** Opening Extracted data block **

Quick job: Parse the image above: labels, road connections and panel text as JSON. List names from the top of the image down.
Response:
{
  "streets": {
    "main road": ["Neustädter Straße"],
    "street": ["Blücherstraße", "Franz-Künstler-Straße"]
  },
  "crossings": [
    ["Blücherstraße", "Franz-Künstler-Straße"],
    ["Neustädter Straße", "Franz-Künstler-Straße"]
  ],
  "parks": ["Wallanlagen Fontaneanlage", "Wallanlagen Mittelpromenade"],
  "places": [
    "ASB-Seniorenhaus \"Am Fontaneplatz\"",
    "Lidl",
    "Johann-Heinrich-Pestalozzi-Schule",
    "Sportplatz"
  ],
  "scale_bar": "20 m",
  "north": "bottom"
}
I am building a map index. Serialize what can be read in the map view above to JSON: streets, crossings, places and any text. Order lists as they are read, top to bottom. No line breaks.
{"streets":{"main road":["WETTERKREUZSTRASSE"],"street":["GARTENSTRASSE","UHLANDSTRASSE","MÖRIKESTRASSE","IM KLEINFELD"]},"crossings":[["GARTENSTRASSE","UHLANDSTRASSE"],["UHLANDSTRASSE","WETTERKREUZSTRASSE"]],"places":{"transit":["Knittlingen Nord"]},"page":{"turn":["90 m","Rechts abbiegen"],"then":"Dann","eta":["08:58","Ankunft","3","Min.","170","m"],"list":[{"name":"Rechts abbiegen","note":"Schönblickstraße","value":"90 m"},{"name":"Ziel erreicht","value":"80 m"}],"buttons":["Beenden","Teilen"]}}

** Closing Extracted data block **

_Work to complete_
Nothing but an exact copy of the records belongs in the answer.

_Response below_
Quick job: Parse the image above: labels, road connections and panel text as JSON. List names from the top of the image down.
Response:
{
  "streets": {
    "main road": ["Neustädter Straße"],
    "street": ["Blücherstraße", "Franz-Künstler-Straße"]
  },
  "crossings": [
    ["Blücherstraße", "Franz-Künstler-Straße"],
    ["Neustädter Straße", "Franz-Künstler-Straße"]
  ],
  "parks": ["Wallanlagen Fontaneanlage", "Wallanlagen Mittelpromenade"],
  "places": [
    "ASB-Seniorenhaus \"Am Fontaneplatz\"",
    "Lidl",
    "Johann-Heinrich-Pestalozzi-Schule",
    "Sportplatz"
  ],
  "scale_bar": "20 m",
  "north": "bottom"
}
I am building a map index. Serialize what can be read in the map view above to JSON: streets, crossings, places and any text. Order lists as they are read, top to bottom. No line breaks.
{"streets":{"main road":["WETTERKREUZSTRASSE"],"street":["GARTENSTRASSE","UHLANDSTRASSE","MÖRIKESTRASSE","IM KLEINFELD"]},"crossings":[["GARTENSTRASSE","UHLANDSTRASSE"],["UHLANDSTRASSE","WETTERKREUZSTRASSE"]],"places":{"transit":["Knittlingen Nord"]},"page":{"turn":["90 m","Rechts abbiegen"],"then":"Dann","eta":["08:58","Ankunft","3","Min.","170","m"],"list":[{"name":"Rechts abbiegen","note":"Schönblickstraße","value":"90 m"},{"name":"Ziel erreicht","value":"80 m"}],"buttons":["Beenden","Teilen"]}}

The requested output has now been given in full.